--- START ---
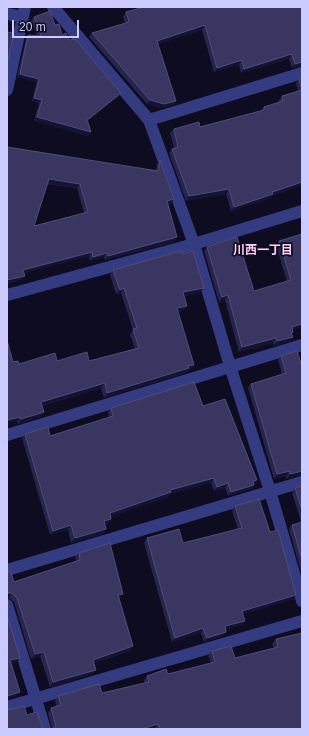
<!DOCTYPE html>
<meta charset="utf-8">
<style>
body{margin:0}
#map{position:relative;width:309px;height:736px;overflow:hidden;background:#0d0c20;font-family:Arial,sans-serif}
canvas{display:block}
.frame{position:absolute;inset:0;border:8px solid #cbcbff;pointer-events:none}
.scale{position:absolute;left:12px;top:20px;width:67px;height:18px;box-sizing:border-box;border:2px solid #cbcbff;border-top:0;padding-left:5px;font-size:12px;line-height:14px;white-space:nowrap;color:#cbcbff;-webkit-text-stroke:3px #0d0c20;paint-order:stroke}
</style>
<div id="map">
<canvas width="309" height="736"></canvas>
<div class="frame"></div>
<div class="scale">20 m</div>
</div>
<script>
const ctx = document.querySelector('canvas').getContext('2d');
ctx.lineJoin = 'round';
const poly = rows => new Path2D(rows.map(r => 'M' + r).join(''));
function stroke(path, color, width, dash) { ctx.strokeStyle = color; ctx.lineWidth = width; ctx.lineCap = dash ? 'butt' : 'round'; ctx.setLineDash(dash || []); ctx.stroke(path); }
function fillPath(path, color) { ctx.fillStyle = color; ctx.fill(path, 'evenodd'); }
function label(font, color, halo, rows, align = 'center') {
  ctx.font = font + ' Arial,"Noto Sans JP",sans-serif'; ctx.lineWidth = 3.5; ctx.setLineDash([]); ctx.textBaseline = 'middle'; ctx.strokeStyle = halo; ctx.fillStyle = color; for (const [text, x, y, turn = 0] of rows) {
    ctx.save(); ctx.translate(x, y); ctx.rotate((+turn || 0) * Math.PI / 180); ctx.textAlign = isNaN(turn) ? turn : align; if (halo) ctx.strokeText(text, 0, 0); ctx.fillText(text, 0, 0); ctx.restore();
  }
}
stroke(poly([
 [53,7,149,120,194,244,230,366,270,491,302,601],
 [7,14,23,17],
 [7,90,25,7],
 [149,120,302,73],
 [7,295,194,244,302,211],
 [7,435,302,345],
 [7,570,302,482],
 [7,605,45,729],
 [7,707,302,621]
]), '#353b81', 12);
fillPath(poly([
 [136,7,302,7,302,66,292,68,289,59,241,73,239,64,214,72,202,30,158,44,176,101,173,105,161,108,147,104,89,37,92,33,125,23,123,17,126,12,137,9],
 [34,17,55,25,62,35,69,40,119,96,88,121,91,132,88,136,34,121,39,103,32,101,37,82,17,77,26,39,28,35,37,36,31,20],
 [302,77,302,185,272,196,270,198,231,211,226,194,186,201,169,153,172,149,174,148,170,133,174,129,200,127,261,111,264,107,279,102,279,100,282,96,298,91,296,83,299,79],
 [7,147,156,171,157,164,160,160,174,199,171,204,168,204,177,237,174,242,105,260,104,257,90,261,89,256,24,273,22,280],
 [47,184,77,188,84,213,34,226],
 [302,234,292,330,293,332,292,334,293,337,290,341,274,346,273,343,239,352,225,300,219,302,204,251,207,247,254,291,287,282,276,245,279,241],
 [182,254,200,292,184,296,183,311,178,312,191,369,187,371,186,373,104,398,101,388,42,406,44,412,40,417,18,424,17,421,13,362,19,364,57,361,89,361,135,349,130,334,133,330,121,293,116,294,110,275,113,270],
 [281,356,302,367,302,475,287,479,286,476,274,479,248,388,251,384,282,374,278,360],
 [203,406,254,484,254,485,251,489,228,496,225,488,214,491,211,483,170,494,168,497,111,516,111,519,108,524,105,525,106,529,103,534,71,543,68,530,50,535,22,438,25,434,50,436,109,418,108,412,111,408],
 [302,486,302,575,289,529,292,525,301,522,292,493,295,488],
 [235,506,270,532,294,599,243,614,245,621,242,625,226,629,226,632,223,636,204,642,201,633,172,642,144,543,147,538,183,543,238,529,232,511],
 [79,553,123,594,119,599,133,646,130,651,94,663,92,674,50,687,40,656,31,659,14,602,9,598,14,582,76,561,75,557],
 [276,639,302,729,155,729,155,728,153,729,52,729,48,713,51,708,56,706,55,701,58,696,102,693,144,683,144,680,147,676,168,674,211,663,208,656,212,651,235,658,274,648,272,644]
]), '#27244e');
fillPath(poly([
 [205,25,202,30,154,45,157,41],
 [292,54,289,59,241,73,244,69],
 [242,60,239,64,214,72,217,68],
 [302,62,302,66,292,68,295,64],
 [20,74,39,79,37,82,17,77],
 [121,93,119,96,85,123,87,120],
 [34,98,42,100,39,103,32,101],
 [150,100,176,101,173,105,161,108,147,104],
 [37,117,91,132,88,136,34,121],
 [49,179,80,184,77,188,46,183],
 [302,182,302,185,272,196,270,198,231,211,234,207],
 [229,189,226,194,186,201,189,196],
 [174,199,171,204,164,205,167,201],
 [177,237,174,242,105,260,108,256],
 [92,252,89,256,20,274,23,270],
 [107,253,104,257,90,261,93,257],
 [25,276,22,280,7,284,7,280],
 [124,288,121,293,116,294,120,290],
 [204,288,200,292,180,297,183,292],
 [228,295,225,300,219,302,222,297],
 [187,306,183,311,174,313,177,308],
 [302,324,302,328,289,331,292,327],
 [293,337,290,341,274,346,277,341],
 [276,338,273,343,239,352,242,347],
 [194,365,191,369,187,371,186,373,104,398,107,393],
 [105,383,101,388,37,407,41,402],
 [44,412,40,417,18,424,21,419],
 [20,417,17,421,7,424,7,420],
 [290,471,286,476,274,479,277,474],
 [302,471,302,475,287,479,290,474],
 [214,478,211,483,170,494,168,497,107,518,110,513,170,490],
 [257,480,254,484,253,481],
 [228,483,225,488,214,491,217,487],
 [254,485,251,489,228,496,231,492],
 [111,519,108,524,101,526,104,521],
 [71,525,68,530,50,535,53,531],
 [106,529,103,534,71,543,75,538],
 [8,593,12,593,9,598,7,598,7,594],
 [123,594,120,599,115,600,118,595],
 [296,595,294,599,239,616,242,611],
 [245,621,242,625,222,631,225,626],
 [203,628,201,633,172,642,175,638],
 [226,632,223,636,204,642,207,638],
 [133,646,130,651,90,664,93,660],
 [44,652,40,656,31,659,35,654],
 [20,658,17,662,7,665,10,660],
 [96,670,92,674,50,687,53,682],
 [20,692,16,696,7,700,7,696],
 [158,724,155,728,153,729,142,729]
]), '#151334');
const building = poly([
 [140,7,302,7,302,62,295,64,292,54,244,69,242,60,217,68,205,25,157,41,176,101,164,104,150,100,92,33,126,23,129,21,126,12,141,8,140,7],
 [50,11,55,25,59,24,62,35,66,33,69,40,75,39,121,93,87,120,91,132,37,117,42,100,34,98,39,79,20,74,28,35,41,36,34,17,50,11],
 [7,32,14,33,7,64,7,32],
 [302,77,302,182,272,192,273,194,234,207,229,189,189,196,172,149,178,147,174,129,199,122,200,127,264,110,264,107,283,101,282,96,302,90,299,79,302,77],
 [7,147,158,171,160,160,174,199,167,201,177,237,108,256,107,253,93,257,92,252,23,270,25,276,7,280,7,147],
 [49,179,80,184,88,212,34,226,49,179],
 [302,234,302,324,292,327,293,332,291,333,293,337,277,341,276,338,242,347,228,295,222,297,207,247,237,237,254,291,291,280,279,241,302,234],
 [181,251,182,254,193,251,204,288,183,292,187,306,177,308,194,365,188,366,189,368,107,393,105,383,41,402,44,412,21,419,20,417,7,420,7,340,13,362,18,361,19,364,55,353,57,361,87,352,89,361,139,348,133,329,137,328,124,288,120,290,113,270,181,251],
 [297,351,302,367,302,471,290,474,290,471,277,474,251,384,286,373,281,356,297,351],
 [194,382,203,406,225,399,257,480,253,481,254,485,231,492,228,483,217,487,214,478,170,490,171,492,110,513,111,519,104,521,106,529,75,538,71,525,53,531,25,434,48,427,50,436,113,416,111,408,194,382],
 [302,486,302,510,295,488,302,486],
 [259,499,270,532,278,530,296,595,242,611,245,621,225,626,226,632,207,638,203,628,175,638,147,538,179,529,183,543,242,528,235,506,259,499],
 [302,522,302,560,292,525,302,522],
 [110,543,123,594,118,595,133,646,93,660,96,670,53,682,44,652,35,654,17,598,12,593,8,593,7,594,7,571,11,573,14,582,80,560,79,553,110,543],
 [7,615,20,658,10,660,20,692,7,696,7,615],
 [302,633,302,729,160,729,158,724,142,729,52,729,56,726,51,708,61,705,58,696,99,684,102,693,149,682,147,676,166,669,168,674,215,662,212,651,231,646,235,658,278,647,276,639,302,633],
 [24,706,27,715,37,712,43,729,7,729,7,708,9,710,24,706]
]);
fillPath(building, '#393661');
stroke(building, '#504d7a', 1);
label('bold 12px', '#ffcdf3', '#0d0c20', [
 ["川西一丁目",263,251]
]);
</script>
--- END ---
--- START ---
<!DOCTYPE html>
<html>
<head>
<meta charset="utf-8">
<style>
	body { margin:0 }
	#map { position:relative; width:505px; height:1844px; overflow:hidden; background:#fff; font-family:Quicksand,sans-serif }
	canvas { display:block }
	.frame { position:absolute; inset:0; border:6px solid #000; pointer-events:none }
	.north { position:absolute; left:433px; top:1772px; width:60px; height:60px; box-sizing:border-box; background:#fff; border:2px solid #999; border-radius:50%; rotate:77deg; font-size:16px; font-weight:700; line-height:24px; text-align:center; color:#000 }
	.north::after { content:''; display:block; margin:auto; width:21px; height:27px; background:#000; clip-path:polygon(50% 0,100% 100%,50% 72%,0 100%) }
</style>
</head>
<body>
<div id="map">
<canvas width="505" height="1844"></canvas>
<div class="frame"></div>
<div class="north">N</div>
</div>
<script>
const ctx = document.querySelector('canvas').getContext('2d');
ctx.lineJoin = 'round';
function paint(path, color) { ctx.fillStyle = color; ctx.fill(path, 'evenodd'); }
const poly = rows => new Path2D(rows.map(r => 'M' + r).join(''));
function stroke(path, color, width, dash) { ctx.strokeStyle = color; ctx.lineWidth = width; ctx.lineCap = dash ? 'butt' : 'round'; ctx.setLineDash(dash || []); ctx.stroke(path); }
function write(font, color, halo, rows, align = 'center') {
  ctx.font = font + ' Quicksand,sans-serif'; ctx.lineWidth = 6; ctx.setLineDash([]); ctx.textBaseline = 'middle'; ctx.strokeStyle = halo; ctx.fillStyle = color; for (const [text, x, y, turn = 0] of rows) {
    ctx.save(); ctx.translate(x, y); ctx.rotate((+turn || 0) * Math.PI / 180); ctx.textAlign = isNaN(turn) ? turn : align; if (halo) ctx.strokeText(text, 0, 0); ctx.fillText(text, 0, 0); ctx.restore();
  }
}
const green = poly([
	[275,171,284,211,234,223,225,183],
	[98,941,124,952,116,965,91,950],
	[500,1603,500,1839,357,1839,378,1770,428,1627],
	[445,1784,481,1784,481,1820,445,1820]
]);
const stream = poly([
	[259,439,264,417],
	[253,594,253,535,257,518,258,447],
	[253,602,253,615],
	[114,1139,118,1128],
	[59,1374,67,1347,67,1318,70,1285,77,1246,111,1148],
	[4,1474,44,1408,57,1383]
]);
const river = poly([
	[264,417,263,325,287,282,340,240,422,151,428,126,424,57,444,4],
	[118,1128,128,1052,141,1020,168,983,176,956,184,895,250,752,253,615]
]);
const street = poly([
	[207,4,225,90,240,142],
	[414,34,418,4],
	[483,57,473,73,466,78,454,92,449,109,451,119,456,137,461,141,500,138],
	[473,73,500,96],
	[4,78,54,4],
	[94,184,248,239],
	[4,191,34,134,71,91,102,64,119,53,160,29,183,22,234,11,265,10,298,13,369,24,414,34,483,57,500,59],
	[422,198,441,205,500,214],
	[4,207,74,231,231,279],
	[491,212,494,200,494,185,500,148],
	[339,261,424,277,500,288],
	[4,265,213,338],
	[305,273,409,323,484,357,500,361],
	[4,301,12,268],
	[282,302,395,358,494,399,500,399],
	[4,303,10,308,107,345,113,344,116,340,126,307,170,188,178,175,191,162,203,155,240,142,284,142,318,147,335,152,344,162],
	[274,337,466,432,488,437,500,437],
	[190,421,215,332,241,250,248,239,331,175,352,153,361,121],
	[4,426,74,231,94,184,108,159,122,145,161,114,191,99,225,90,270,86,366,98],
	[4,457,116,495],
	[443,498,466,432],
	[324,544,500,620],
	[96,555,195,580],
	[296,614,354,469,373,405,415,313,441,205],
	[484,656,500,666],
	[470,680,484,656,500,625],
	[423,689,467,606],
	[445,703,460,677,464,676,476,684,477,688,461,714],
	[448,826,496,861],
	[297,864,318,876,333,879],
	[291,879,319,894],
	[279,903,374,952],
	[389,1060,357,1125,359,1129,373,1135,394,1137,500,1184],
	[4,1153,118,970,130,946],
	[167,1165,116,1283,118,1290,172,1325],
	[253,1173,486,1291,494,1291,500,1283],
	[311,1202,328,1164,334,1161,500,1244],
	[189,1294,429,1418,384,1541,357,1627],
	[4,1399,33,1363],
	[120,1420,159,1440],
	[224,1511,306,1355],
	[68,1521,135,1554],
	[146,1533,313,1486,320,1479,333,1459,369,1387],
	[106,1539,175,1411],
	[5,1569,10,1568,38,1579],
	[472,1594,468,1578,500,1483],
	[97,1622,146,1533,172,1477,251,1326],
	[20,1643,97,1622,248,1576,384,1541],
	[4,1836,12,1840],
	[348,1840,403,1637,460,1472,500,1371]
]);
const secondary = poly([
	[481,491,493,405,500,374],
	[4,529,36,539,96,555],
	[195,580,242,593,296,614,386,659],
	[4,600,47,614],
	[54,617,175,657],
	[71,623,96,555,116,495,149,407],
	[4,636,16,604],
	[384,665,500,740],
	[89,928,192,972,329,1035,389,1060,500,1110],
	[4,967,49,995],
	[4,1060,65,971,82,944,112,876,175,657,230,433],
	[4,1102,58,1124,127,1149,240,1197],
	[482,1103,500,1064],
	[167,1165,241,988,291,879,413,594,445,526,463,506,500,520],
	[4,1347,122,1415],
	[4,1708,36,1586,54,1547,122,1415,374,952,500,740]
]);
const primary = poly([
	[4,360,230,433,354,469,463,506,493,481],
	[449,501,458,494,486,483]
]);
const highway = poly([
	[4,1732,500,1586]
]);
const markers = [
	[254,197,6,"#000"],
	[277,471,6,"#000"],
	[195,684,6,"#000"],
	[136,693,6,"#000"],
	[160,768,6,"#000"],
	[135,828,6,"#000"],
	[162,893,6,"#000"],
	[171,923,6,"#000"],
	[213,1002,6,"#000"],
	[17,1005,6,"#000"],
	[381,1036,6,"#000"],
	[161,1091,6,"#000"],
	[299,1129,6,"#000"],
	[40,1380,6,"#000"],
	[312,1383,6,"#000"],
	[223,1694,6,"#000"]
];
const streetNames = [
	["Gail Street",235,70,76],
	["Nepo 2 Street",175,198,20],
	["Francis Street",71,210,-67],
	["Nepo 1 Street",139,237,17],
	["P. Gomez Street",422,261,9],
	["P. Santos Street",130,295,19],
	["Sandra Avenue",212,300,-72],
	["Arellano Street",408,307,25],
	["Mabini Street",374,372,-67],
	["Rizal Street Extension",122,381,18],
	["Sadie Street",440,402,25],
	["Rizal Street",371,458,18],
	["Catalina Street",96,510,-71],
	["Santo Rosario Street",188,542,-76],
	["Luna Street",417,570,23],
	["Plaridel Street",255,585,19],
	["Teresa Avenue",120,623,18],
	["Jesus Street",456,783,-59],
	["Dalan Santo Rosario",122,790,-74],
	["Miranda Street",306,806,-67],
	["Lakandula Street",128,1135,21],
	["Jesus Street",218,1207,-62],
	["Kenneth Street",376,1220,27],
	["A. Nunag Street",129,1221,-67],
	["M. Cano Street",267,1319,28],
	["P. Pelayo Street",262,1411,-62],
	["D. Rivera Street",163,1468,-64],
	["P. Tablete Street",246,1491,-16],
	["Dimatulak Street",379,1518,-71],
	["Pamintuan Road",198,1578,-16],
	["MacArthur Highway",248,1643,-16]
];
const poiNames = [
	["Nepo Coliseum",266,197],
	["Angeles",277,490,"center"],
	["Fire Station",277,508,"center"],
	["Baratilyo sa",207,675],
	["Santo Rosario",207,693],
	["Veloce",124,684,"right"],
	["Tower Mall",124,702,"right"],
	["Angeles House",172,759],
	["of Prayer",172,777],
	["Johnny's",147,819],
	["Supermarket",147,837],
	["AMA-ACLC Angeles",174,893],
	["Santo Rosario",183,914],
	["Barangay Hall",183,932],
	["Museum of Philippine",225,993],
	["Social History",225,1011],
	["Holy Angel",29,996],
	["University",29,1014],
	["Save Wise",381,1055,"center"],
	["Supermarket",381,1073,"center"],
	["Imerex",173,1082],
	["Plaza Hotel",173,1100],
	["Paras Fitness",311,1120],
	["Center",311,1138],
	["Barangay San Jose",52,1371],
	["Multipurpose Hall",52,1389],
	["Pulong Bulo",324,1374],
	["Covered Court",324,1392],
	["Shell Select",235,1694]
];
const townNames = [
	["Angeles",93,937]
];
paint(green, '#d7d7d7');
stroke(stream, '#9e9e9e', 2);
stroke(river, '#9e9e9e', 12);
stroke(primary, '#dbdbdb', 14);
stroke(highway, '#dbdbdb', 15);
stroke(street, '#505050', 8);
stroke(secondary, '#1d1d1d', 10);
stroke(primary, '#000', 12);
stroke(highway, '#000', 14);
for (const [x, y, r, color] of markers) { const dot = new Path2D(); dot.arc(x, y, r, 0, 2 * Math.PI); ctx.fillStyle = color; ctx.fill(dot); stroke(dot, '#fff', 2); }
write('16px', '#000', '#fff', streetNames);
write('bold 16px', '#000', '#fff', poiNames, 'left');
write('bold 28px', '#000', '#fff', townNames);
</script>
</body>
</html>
--- END ---
Give back exactly the lines above, from the line containing "function label(font, color, halo, rows, align" through the line containing "ctx.lineWidth = 3.5;", with both end lines and nothing more.

## Task solution
function label(font, color, halo, rows, align = 'center') {
  ctx.font = font + ' Arial,"Noto Sans JP",sans-serif'; ctx.lineWidth = 3.5; ctx.setLineDash([]); ctx.textBaseline = 'middle'; ctx.strokeStyle = halo; ctx.fillStyle = color; for (const [text, x, y, turn = 0] of rows) {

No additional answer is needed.